Wisconsin & Minneapolis, Minnesota (October 1991)
During a glorious fall season, I spend one-week in Minneapolis and Wisconsin that is simply euphoric. During the 3 1/2 days in Minneapolis, I ride on part of what appears to be about 50 miles worth of very scenic, popular, and enjoyable bicycle and pedestrian paths which weave though the city. Most of the mileage passes along the shores of the many creeks, lakes, and rivers in the city. The trails are so popular that despite the inclement weather (at least for a Floridian like me), there are large numbers of people using them. Of course, since I am here from thousands of miles away, I feel compelled to rent a bike and ride the paths. This despite my need to wear a heavy coat and gloves (it SNOWS on my biggest riding day—but I am not to be denied). I have always heard good things about the city, and am not disappointed. There are great restaurants, a lively cultural and political climate, a strong intellectual climate (due in part to the University of Minnesota), and progressive city infrastructure designs (besides the bike paths, they've done quite well with downtown renovations).
Minneapolis is a university town, a river town, and a lake town. Downtown has been revitalized and now boasts a diversity of nightlife. In the city is one of the largest universities in the U.S. (University of Minnesota). The park system, with over 100 parks, is considered one of the best in the U.S. Minneapolis has one of the largest cash grain markets in the world, and is considered the capital of upper midwest agriculture.
I am quite impressed by the waterfall at Minnehaha Park in the city. The city is by the St. Anthony Falls, the northward limit of navigation on the Mississippi River. It is a "twin city" with St. Paul. It was incorporated in 1856. The city contains four of the world's five largest grain milling companies, including General Mills and Pillsbury. The 3M Corporation is based here, and it is the base for Northwest Airlines. Minneapolis is well-known among planners for pioneering above-ground-level bridges (skywalks) between downtown buildings, which planners such as myself dislike since they detract from the critically important city street life.
In 1991, 368,993 people lived in the city.
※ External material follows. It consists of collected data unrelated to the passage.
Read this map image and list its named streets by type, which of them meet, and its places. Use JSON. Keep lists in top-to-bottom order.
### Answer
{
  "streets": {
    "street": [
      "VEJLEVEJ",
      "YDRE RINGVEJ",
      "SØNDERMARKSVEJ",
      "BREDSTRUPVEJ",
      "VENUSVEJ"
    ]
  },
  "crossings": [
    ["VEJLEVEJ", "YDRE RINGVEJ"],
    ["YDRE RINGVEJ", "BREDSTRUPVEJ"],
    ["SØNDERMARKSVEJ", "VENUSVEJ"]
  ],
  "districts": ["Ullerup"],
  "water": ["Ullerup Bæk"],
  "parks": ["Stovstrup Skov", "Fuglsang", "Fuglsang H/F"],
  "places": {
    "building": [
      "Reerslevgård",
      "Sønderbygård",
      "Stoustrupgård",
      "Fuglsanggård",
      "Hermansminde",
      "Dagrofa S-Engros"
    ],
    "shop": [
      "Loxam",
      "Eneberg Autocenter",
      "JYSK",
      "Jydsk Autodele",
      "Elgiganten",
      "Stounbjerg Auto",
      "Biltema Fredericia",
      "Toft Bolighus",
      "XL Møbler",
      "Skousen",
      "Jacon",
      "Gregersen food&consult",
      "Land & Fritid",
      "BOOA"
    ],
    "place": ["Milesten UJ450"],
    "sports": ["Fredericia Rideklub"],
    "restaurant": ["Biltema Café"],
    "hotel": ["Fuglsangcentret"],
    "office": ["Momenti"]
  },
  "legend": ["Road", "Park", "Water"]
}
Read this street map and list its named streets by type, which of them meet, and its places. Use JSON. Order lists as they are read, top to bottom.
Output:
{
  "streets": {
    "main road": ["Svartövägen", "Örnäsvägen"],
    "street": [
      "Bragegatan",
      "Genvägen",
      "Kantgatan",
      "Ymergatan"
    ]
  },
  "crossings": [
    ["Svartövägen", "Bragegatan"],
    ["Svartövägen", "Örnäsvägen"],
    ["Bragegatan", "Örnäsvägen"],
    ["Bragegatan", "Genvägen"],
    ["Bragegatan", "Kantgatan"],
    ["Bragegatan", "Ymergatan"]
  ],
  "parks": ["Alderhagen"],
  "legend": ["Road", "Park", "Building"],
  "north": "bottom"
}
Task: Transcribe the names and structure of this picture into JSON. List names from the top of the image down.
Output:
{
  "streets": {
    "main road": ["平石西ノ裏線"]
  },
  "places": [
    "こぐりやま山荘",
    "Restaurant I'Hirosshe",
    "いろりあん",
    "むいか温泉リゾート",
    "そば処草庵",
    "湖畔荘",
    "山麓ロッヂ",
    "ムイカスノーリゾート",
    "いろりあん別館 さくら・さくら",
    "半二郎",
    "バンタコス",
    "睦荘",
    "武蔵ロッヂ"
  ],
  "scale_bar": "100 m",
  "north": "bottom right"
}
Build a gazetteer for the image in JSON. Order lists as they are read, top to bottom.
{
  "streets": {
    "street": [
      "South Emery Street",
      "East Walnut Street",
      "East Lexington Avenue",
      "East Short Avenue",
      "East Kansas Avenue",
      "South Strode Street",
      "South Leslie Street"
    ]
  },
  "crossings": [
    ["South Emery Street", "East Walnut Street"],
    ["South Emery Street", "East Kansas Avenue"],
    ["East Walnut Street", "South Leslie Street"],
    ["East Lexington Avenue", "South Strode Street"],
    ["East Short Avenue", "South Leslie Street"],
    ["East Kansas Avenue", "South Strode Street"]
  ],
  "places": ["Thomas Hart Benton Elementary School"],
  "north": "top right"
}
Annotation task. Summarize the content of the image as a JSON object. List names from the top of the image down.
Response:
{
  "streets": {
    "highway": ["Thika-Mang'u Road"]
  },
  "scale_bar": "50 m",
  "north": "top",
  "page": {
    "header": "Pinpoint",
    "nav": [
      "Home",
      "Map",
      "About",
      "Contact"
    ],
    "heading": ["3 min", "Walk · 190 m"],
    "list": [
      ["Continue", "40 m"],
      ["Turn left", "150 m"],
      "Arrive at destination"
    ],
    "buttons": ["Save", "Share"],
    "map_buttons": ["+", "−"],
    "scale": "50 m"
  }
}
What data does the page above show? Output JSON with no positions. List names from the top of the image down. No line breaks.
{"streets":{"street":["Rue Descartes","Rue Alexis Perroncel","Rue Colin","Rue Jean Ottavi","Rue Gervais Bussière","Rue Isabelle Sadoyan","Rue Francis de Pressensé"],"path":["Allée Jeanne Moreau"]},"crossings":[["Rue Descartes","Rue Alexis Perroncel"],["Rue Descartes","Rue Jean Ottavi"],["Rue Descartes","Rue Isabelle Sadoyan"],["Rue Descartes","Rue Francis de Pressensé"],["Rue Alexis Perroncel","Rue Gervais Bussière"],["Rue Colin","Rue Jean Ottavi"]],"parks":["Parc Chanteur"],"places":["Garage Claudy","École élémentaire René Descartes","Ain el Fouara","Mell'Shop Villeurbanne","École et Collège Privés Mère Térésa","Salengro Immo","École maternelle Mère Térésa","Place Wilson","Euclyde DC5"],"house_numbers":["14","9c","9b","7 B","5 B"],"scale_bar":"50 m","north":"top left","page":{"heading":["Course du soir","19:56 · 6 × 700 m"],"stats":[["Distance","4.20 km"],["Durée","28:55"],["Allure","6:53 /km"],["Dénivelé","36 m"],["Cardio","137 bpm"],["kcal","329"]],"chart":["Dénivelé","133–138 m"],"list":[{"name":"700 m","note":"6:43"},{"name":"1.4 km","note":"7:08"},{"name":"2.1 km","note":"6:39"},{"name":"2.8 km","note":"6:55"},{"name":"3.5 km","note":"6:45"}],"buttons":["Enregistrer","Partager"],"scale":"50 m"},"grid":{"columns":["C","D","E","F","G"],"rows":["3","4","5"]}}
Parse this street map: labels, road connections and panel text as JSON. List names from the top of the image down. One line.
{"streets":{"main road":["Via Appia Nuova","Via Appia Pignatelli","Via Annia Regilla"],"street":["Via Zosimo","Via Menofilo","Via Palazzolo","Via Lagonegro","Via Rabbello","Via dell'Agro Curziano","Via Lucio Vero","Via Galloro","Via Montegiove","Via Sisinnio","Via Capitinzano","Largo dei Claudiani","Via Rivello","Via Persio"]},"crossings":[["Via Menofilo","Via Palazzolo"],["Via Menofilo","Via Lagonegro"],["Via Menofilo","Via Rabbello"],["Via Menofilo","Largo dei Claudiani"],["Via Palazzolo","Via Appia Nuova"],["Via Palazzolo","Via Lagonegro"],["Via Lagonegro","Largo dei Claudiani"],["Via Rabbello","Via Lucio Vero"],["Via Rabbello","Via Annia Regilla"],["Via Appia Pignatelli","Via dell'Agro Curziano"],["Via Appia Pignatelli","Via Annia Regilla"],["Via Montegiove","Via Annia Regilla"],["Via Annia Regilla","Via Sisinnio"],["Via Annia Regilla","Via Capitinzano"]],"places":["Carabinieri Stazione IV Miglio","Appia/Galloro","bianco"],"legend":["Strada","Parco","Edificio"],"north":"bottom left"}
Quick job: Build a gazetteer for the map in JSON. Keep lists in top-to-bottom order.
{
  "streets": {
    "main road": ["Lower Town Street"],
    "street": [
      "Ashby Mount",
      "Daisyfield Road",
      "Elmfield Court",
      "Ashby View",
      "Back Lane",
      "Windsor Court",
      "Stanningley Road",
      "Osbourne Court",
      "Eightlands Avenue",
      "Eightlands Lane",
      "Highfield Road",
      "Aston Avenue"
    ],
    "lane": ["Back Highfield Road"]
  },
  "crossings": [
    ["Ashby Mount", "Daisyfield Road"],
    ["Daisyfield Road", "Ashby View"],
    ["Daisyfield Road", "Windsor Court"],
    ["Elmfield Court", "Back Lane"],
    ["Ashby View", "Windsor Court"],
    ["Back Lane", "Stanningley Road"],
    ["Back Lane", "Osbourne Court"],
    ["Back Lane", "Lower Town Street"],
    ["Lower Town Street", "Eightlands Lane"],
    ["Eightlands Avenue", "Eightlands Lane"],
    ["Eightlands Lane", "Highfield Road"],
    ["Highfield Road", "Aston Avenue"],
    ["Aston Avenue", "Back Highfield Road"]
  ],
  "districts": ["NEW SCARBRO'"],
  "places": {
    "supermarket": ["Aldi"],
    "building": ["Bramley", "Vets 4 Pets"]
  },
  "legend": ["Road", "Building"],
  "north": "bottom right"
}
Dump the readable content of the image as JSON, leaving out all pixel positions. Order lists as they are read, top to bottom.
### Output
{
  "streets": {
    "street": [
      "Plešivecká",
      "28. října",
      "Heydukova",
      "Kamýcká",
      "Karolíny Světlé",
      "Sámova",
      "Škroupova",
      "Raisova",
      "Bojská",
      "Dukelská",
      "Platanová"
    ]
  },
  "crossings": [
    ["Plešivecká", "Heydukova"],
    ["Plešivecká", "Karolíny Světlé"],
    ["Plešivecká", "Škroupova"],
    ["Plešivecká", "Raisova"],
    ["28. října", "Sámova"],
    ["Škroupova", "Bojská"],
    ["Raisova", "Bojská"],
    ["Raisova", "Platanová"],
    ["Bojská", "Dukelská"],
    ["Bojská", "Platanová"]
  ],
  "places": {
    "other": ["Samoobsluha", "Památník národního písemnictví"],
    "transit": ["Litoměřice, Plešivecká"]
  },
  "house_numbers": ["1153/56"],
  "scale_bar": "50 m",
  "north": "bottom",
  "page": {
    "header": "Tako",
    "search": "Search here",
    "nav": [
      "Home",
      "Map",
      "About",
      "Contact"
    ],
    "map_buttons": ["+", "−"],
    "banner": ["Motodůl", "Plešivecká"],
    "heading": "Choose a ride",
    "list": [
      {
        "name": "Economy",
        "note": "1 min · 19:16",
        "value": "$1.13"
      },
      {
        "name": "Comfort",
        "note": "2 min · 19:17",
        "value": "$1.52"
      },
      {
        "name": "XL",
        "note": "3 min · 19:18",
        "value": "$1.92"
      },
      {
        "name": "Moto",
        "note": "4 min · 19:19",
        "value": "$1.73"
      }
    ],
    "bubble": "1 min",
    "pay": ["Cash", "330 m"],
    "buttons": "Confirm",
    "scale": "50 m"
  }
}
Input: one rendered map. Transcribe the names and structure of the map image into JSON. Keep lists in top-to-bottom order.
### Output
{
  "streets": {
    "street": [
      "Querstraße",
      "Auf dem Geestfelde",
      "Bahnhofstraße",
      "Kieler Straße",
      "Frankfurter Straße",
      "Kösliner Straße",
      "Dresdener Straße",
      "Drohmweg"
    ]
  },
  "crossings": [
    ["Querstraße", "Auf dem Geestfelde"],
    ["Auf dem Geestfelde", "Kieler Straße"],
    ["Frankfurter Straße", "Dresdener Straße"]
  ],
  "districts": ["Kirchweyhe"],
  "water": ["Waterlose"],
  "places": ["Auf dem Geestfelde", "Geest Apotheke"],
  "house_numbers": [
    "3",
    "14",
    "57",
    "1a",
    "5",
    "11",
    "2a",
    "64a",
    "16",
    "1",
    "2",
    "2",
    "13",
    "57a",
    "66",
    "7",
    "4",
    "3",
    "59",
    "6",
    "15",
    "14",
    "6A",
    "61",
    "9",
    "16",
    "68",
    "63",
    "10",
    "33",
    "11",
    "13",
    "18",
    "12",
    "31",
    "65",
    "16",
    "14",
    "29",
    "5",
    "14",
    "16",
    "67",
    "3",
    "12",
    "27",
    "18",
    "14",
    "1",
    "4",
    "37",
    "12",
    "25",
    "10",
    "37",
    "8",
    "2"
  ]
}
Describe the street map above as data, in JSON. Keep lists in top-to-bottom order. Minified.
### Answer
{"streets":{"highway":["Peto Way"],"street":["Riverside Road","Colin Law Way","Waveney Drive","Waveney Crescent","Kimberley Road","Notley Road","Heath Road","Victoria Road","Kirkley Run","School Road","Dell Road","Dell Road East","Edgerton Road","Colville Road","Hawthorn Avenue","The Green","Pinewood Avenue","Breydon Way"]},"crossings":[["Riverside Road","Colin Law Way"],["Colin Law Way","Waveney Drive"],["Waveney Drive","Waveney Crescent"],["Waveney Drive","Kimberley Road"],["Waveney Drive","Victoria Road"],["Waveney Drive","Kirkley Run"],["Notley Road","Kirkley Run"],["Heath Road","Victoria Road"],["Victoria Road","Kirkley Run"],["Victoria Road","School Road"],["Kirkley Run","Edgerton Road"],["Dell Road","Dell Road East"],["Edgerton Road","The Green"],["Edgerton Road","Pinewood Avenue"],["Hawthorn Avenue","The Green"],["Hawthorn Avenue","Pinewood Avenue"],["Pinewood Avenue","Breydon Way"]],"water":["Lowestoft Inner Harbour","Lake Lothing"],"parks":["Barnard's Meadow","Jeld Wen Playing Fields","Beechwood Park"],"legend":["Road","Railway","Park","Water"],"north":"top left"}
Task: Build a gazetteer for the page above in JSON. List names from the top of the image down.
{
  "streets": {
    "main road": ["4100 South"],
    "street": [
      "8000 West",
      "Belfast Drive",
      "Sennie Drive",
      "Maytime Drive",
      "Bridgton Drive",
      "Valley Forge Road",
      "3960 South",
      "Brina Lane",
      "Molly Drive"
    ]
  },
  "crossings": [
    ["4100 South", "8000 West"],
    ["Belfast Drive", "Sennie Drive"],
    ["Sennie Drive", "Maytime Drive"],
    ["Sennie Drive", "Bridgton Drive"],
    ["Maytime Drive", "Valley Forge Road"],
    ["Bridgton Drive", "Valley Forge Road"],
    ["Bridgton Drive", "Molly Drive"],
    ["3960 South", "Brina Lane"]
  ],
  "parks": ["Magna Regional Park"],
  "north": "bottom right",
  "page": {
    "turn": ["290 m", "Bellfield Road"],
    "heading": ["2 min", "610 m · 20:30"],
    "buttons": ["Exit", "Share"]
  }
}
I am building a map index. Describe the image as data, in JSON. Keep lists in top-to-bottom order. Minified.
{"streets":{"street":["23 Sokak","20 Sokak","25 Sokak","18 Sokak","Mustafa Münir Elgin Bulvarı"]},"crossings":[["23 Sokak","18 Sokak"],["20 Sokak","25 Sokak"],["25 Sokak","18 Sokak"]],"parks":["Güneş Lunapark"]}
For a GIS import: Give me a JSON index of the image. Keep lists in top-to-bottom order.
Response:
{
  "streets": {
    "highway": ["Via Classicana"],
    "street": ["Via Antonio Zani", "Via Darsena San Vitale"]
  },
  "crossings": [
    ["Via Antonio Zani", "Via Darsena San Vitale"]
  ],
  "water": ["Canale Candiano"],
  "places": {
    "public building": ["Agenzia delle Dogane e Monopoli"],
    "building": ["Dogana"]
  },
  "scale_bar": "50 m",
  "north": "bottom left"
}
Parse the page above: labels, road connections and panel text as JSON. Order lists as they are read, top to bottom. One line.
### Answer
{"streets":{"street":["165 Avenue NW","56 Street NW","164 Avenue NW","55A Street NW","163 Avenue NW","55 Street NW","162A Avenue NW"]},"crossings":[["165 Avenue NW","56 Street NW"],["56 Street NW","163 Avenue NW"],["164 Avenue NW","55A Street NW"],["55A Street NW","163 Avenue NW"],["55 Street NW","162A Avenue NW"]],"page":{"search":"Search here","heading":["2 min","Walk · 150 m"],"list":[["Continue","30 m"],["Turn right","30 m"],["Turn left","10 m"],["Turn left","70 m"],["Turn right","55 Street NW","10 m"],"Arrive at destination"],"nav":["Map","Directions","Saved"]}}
My next stop is in rural Wisconsin, where I ride the nationally famous "Elroy-Sparta State Bicycle Trail." The trail is 30 miles long, and is the first rail-to-trail conversion in the U.S. I ride it on a perfect fall morning through spectacular rural landscapes painted by the fall colors on the trees (see photo). At one point, I come to a 3,800-foot long tunnel which passes through a mountain. The tunnel was HAND-PICKED at the turn of the century. The sign at the entrance says you must use a flashlight and you must walk your bike. Thinking the sign was for sissies and children, I proceed to ride about 50 feet into the tunnel, whereupon I suddenly realize that the sign makes a reasonably prudent recommendation. I quickly discover that the darkness in the tunnel (there are no lights) makes me essentially blind. Large amounts of water drip from the ceiling and walls, creating dangerous (and invisible) ruts in the trail. The darkness puts me in fear of walking into the walls, and I only avoid doing so by keeping the small pin-hole of light at the end of the tunnel straight in front of me. The tunnel walk takes about 15 to 20 minutes to traverse, and it seems a lot longer. All in all, though, it is more fun than fright. I hope to return soon to ride the full length of the trail.
After Elroy-Sparta, I make my second trip to Madison in three years. Each time I visit this city, I like it more and more. There is so much political activity (protests, meetings, demonstrations, leafletting, etc.) that it seems that every activist in the U.S. has moved to Madison. The 40,000-student University of Wisconsin generates most of the energy, and provides support for a surprisingly wide range of cultural and culinary delights, considering the size of the city (170,000). Like Minneapolis, Madison has many miles of scenic and well-used bike and pedestrian paths which run along their many lakes. Unlike Minneapolis, though, the weather turns out to be sunny and 75 degrees on my longest ride day (of course, on the next day, it is 25 degrees and snowing).
If the weather was more hospitable, I would probably end up living in Madison. It is a tremendous city. For example, the city features a vibrant, colorful State Street transit mall that links the capitol building to the university campus. And on each weekend during non-snow months, the grounds of the capitol building host a wonderful, friendly farmers market filled with delicious and fresh foods, and a delightful sense of community.
Near Madison is another "rail-trail;" this one the 38-mile "Military Ridge State Trail."(see photo of Trail above)
Again, it is quite beautiful, and I look forward to returning to ride more of it. I shoot 2 1/2 rolls of film during the vacation.
In 1994, 5,082,000 people lived in the state of Wisconsin.